There are many foods which are high in sugar which you may not be aware of. Whilst many of these (e.g. fruit smoothies) contain key nutrients, eating a large amount of these foods can also contribute to you becoming overweight. Take a look at the graphic below from AXA PPP healthcare to see how your breakfast –you’re your kids’ – contributes to your daily sugar intake.
As you can see, it’s quite easy to consume half a dozen sugar cubes each morning, with those stopping for a large Caramel Macchiato with vanilla syrup and skimmed milk drinking an astonishing 14 sugar cubes in one sitting.

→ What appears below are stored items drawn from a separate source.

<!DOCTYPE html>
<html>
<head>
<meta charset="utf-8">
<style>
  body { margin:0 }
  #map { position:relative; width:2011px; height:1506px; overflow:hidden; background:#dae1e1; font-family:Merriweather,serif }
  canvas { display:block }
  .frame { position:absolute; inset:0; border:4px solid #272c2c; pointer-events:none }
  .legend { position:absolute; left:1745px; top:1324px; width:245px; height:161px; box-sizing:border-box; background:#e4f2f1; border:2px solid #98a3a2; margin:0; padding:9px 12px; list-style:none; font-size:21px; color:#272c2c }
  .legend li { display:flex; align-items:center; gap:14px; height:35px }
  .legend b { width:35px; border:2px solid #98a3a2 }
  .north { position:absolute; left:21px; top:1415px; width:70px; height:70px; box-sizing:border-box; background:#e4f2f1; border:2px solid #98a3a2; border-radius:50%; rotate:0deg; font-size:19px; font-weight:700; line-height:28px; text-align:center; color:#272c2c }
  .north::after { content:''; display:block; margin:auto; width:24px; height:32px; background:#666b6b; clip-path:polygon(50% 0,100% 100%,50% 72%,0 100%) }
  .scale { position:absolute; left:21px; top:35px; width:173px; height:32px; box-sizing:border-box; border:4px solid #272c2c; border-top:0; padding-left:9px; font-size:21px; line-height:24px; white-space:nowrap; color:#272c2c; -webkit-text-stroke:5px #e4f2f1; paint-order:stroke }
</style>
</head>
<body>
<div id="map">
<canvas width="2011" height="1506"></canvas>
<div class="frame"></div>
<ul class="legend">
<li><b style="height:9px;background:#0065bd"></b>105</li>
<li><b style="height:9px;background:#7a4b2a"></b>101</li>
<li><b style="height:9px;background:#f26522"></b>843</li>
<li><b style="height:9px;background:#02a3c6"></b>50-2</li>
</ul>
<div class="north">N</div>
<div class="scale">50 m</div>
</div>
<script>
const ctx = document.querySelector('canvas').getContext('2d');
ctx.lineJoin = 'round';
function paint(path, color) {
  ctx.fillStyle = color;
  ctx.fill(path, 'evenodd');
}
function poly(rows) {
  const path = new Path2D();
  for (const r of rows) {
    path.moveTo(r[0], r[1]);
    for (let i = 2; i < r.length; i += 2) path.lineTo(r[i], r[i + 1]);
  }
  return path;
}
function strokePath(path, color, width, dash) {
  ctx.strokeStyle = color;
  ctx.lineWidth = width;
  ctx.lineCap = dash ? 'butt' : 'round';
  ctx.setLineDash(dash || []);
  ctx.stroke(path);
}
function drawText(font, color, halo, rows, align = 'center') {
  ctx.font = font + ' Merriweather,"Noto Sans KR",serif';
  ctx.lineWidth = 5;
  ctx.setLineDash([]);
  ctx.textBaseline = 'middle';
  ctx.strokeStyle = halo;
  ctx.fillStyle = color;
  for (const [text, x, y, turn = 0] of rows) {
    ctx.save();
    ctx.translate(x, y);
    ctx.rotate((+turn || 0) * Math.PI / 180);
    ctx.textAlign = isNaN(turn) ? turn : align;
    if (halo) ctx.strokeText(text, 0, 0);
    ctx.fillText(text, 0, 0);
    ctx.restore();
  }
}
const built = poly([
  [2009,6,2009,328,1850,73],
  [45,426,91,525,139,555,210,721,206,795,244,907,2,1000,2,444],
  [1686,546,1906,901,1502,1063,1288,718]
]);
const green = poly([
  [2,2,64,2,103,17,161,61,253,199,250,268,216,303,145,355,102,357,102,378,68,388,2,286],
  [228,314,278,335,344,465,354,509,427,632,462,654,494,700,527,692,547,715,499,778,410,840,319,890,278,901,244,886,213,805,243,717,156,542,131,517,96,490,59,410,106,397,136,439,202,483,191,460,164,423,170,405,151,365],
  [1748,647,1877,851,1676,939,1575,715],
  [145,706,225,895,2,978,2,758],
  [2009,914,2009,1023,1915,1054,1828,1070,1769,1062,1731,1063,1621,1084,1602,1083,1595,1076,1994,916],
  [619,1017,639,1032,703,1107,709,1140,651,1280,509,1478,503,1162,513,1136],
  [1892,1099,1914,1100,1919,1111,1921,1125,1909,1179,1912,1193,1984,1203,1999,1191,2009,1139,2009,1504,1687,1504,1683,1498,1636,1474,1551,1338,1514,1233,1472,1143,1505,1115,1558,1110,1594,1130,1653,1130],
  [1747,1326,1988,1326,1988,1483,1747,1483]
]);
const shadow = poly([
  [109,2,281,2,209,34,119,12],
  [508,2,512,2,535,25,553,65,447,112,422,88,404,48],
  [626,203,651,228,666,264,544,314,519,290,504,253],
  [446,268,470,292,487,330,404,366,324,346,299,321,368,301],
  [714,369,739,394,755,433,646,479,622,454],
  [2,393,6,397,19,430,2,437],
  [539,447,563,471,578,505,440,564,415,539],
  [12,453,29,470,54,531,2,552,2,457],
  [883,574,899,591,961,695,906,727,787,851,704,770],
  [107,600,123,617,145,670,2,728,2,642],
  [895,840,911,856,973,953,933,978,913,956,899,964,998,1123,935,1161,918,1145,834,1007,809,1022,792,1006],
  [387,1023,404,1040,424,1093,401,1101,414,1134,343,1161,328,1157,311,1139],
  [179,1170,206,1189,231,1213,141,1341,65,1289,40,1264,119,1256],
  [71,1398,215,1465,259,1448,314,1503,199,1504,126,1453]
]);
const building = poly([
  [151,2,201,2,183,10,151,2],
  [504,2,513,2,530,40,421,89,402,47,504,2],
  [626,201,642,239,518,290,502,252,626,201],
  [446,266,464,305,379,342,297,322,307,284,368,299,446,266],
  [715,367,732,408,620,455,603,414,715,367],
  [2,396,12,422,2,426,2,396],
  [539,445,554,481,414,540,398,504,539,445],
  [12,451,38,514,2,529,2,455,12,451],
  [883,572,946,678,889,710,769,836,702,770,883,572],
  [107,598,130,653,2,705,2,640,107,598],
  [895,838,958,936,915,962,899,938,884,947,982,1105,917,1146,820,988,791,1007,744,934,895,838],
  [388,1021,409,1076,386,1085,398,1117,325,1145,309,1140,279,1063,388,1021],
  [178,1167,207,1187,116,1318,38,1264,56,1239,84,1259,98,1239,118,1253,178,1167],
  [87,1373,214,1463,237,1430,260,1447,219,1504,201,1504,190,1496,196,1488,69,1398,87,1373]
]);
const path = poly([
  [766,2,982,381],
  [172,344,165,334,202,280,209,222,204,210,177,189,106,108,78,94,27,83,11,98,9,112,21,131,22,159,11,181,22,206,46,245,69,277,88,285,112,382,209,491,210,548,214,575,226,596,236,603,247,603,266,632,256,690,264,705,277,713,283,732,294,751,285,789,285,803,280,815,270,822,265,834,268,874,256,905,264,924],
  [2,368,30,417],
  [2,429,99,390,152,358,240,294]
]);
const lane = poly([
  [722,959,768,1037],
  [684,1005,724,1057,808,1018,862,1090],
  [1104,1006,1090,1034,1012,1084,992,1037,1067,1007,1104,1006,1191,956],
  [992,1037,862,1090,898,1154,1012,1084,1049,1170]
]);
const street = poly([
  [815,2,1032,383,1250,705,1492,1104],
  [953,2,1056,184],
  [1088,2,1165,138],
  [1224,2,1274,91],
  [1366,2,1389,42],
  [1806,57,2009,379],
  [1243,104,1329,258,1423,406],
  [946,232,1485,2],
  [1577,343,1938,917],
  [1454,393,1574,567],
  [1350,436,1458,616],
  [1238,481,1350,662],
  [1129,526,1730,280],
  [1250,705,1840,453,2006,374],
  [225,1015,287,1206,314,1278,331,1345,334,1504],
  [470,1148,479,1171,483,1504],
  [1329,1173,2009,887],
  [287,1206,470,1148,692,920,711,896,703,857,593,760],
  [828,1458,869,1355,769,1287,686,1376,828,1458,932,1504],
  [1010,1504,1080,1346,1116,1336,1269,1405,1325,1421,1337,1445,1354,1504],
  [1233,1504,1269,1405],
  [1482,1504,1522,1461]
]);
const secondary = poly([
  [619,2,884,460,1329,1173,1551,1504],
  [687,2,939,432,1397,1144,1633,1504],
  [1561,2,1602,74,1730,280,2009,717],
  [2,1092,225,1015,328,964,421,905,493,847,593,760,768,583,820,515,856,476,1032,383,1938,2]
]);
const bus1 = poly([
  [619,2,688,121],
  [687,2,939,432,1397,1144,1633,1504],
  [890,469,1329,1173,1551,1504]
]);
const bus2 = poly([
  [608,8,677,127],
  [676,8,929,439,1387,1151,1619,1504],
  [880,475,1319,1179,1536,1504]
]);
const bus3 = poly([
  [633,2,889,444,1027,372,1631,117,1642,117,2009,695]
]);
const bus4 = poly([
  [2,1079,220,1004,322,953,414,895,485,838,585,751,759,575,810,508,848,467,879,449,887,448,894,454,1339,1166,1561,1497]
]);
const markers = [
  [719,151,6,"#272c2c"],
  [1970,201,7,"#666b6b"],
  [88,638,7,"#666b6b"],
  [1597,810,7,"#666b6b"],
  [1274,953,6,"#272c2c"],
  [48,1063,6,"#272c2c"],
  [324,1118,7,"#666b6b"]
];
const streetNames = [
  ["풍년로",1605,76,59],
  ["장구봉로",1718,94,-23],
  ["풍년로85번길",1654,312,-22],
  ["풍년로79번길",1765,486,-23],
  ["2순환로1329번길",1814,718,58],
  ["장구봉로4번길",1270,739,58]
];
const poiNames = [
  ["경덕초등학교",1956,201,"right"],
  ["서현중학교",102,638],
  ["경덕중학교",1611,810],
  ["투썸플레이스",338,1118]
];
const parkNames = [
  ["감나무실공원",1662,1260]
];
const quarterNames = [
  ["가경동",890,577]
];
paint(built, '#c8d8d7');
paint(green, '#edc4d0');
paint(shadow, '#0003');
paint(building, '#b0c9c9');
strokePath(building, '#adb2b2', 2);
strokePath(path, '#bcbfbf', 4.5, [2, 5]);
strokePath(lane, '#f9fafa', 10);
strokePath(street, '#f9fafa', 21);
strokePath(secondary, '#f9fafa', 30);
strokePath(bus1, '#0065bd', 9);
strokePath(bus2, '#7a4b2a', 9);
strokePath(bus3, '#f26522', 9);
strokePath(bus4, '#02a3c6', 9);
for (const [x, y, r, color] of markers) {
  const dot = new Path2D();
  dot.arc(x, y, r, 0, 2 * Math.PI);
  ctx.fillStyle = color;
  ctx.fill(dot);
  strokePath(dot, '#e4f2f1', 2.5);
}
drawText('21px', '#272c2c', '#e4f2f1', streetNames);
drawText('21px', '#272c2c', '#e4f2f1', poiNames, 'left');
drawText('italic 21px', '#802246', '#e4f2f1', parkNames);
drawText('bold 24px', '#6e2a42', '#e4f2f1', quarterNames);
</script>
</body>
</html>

Similarly, British children could be consuming nearly 10 sugar cubes each morning.
Try to eat no more than 30g of sugar per day (for those 11 and over) for a healthy, balanced diet, and remember to look at the wider nutritional value of foods (e.g. fat content) in addition to sugar.
How can you help reduce your sugar intake?
Small lifestyle changes can help you to cut excess sugar from your diet.
- Don’t take sugar in your tea: Reduce the amount of sugar in your tea and coffee until you adjust to the taste.
- Cooking from scratch: This means you know how much sugar is going into your food.
- Swap sugary snacks: Fill the biscuit gap with oatcakes or rice cakes.
- Drink more water: Dehydration can make us hungry so make sure you drink enough.
- Eat fruit whole: Eating fruit instead of drinking it is more satisfying than fruit juice.